Configuration File
An optional YAML file may be passed with --config-file to set defaults for
all CLI options and define URL classification lists.
YAML Schema
# --- CLI option overrides (all optional) ---
root_url: "https://example.com/docs"
timeout: 15
retries: 5
max_requests: 1000
max_depth: 8
max_threads: 20
max_referencing_pages: 20
log_level: "debug" # case-insensitive
output: "report.txt"
log_file: "crawl.log"
ignore_http_to_https_redirects: true
# --- URL classification lists (all optional) ---
asset_urls:
- "https://example.com/static/images"
- "https://example.com/static/docs"
no_crawl_urls:
- "https://example.com/archive"
ignore_urls:
- "https://example.com/legacy"
Note
Any unrecognised key in the YAML file raises an error immediately, listing
all unknown keys and the complete set of valid key names. This catches
typos such as non_crawl_urls instead of no_crawl_urls at startup
rather than silently ignoring the setting.
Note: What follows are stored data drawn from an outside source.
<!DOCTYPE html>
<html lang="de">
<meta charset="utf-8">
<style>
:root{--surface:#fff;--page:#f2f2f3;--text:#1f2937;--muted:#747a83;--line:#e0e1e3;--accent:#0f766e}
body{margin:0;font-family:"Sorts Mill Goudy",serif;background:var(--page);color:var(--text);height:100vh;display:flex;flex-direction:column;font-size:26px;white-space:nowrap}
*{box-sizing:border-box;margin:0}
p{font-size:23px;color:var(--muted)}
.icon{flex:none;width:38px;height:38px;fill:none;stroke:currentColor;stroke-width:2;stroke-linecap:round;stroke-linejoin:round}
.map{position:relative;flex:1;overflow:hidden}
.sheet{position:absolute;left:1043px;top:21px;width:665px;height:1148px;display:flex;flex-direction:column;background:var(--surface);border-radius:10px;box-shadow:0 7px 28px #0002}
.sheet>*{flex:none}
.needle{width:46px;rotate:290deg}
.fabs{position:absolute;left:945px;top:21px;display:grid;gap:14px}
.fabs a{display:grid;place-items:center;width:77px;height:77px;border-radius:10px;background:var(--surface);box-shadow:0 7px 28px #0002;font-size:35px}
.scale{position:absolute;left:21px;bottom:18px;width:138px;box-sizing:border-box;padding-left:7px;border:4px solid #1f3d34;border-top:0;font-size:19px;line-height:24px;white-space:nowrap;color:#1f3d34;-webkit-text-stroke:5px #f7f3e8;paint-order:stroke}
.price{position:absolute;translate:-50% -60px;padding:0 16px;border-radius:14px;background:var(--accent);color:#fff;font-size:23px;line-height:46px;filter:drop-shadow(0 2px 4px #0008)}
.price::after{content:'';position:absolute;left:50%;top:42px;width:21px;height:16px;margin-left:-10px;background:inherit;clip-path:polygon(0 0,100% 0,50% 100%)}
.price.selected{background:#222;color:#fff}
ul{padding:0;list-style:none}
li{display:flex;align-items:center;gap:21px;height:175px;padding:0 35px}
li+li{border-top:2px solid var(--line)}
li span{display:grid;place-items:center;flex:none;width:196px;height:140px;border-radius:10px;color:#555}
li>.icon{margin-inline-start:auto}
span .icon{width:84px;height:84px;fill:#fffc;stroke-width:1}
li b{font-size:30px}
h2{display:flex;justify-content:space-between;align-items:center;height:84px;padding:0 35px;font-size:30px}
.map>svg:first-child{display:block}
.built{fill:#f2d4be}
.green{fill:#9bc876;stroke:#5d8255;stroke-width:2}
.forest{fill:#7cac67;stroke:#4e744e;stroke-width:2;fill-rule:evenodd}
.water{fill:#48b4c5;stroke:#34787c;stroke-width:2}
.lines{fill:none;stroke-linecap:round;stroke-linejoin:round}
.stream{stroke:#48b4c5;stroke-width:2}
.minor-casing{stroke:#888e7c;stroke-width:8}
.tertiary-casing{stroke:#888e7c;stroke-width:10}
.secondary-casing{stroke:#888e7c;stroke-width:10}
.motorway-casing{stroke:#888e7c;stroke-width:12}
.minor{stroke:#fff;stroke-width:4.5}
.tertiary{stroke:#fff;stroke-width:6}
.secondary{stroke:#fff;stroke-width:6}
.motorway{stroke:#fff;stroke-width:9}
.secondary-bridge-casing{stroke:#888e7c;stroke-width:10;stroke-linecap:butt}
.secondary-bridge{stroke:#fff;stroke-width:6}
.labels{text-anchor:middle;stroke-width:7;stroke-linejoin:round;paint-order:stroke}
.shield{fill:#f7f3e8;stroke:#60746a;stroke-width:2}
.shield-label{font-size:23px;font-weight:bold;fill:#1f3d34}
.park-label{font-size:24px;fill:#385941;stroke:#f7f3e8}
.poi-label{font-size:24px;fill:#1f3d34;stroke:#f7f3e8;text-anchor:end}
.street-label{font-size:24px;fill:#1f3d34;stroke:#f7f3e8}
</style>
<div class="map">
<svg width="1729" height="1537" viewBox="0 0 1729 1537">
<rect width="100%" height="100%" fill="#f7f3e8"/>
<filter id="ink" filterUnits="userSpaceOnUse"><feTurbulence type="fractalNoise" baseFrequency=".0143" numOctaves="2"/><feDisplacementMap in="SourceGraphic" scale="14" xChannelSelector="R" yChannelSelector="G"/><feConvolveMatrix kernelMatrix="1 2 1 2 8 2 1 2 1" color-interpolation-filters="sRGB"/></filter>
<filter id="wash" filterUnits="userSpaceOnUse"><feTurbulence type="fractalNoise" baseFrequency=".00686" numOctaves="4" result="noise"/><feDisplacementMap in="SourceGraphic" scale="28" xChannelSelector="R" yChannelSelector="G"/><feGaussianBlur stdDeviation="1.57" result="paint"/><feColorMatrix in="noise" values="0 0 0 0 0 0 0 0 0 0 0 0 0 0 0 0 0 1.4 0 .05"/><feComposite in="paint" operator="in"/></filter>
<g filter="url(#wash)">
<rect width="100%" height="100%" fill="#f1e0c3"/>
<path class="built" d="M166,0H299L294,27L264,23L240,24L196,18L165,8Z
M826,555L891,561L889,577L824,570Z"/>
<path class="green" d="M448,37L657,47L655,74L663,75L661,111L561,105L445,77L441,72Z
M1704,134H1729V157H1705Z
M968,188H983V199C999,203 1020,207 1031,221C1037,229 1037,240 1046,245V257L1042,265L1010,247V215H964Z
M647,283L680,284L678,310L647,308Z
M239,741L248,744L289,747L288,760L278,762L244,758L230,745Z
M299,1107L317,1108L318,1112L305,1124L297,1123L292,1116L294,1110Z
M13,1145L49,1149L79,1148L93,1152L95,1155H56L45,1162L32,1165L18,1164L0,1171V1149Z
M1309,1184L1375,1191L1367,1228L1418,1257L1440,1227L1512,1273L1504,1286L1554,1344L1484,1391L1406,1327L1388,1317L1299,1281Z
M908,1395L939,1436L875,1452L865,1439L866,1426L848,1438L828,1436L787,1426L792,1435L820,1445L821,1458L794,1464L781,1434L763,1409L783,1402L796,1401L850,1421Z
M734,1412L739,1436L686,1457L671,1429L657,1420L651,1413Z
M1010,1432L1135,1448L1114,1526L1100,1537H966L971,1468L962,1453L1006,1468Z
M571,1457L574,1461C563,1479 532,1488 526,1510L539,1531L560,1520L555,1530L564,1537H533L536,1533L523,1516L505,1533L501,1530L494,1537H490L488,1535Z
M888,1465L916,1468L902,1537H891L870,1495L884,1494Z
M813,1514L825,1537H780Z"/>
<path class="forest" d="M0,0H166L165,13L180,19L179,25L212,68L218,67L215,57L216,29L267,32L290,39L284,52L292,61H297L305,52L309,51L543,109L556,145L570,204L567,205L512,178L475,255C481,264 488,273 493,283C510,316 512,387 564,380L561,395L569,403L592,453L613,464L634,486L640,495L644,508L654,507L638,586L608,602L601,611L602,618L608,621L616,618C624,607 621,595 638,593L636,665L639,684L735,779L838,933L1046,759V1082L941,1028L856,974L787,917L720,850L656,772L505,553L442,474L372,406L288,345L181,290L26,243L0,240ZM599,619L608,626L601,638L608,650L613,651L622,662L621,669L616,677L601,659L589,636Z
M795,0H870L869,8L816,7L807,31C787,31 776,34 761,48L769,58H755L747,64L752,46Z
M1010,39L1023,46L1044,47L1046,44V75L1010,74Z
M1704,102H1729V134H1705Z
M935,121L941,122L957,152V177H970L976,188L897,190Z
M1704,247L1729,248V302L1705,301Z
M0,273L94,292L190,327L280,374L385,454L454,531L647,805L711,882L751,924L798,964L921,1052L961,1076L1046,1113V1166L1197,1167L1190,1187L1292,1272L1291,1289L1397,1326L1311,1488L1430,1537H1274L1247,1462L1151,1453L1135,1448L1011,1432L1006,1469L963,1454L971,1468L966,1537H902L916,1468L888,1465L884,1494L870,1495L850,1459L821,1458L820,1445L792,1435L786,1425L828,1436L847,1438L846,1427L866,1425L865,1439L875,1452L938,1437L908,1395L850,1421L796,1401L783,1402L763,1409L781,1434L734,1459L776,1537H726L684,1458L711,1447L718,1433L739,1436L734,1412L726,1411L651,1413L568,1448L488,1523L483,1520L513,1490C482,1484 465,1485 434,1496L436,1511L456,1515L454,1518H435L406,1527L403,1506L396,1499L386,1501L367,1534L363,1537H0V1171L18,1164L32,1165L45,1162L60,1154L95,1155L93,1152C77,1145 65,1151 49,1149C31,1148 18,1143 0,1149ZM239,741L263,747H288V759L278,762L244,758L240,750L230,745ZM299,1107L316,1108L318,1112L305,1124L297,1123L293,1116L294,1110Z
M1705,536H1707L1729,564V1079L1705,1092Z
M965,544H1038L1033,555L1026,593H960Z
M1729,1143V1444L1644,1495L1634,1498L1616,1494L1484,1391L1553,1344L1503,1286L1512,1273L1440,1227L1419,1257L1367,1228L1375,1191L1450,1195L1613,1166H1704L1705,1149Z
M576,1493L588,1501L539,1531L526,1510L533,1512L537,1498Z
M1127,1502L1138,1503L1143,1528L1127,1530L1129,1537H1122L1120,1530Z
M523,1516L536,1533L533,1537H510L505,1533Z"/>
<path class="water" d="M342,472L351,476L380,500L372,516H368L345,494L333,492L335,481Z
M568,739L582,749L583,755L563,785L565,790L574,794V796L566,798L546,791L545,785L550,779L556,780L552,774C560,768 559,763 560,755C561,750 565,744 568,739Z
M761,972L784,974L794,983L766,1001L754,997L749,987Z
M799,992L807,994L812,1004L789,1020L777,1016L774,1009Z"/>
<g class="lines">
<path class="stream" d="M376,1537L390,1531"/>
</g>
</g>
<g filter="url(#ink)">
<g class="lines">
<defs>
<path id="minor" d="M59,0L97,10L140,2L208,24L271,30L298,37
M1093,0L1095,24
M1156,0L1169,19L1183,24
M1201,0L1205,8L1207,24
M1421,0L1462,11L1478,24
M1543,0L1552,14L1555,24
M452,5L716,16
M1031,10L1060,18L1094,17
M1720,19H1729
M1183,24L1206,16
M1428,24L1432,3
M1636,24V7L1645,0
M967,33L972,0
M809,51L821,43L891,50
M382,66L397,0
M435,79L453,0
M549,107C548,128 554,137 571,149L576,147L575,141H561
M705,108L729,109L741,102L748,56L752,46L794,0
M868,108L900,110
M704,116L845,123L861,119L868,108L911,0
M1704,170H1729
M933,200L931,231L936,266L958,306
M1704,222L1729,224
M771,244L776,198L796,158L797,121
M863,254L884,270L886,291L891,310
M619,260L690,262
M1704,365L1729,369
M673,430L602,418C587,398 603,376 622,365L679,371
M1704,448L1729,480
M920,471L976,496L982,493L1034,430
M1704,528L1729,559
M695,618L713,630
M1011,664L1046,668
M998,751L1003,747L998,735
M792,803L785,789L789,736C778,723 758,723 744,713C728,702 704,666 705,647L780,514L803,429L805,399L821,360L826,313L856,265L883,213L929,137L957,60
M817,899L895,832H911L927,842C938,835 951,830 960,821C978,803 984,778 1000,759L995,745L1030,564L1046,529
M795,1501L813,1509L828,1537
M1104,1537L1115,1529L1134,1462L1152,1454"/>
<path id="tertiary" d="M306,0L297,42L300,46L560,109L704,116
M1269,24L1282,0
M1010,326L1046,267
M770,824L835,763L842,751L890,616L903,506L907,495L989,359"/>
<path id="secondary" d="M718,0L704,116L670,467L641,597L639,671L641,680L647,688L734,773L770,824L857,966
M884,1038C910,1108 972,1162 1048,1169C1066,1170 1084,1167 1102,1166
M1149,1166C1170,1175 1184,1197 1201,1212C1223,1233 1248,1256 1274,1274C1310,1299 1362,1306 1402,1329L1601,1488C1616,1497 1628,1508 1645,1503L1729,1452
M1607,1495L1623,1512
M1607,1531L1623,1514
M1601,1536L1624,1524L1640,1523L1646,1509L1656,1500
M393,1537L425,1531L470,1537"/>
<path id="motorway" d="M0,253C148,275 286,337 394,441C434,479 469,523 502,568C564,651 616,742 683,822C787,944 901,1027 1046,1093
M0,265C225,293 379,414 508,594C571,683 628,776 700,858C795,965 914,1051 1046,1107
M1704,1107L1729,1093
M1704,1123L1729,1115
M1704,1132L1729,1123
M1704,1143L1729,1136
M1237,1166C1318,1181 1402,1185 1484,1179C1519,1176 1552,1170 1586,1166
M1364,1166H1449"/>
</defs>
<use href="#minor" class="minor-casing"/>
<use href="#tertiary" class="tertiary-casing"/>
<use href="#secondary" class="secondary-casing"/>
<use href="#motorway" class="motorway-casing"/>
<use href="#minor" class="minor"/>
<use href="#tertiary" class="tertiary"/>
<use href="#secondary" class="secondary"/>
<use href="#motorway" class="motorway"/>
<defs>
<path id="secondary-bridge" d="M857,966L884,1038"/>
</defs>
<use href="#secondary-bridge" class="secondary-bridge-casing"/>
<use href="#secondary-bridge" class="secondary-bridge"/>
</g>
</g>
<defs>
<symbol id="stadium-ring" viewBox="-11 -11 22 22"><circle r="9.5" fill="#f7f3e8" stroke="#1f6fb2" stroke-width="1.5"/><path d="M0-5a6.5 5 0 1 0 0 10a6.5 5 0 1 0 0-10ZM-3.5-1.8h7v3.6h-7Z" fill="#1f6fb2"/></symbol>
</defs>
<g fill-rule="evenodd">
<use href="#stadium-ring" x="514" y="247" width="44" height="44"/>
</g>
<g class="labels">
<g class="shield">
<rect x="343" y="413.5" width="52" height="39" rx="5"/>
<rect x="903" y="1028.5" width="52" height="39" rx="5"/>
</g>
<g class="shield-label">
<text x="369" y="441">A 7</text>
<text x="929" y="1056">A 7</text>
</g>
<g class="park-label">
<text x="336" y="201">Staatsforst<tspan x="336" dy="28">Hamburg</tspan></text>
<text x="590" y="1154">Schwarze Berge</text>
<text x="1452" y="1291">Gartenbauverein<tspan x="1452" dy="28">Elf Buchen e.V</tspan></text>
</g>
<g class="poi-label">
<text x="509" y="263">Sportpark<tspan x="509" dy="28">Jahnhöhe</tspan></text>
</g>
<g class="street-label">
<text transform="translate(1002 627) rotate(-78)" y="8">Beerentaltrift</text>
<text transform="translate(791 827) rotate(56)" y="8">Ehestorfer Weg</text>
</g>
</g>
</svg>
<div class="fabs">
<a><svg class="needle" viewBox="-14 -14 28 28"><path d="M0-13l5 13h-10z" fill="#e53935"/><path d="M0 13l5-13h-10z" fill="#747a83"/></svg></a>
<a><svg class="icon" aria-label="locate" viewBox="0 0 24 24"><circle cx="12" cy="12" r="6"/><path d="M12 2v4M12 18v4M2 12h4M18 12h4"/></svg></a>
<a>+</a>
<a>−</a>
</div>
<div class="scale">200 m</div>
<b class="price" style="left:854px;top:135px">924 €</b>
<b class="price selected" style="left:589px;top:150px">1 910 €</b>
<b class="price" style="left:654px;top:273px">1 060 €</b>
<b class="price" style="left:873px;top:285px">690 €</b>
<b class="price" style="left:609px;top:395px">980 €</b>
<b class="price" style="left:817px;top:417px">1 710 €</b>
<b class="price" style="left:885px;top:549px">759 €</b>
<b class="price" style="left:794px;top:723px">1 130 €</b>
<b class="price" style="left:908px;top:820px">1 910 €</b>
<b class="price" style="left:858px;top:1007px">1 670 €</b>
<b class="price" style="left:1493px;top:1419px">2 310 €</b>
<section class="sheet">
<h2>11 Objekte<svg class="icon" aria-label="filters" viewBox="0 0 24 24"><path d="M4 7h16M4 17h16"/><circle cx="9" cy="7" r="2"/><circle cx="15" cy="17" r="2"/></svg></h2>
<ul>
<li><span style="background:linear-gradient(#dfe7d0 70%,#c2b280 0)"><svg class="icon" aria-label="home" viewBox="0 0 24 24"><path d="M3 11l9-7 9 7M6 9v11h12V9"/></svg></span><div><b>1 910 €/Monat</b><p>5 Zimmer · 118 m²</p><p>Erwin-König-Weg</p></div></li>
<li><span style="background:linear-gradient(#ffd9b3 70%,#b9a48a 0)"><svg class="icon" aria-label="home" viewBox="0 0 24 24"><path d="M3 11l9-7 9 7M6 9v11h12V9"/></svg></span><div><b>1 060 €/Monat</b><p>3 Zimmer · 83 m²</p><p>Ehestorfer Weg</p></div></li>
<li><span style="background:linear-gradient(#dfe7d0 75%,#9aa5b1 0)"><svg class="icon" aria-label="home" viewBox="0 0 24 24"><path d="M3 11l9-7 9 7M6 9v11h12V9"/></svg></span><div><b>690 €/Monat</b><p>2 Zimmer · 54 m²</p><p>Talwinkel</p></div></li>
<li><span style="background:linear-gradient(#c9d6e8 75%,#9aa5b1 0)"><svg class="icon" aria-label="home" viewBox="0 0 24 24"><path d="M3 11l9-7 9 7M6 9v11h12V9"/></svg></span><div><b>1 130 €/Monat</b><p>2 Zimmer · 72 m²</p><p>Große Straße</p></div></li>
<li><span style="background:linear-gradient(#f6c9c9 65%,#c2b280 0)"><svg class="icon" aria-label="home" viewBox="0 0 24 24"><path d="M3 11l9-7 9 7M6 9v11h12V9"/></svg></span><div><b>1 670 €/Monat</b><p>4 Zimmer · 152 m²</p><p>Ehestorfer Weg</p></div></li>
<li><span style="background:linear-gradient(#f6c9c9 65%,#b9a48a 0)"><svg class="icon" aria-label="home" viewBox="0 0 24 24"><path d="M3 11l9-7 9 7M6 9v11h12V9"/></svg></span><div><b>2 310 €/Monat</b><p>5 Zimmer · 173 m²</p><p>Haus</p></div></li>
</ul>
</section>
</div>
HTTP-to-HTTPS Redirect Filtering
ignore_http_to_https_redirects
When set to true, any redirect where the only difference between the
original URL and the final URL is a scheme upgrade from http to https
(same host, path, and query) is silently omitted from the Redirects section
of the report.
This is useful when your site has been fully migrated to HTTPS but some pages
still contain http:// links: those links trigger a redirect but are otherwise
harmless and need not be actioned.
CLI equivalent: --ignore-http-to-https-redirects
Note
Only pure scheme upgrades are suppressed. A redirect from
http://example.com/old → https://example.com/new (path differs)
is still reported.
URL Classification Lists
asset_urls
Expected locations for asset files (images, PDFs, etc.). When defined and non-empty, any asset discovered outside these prefixes is reported as misplaced.
no_crawl_urls
URLs matching these prefixes are checked for existence (HTTP request issued) but are never crawled — their HTML content is not parsed and links are not extracted.
ignore_urls
URLs matching these prefixes are completely skipped — no HTTP request is made. They appear in the report’s “Ignore URL Matches” section so you can see which ignored URLs are still being referenced.
Prefix Matching Rules
All prefix lists use path-segment boundary matching. A prefix P matches
a candidate URL C if:
The hosts are identical (case-insensitive, scheme ignored).
The path of
Cequals the path ofP, or starts withP’s path followed by/.
For example, prefix https://example.com/dir1 matches:
https://example.com/dir1✓https://example.com/dir1/✓https://example.com/dir1/foo/bar✓http://example.com/dir1/foo✓ (scheme-insensitive)
But does not match:
https://example.com/dir1-foo✗https://example.com/dir10✗
CLI Precedence
When an option appears in both the config file and on the command line, the command-line value takes precedence.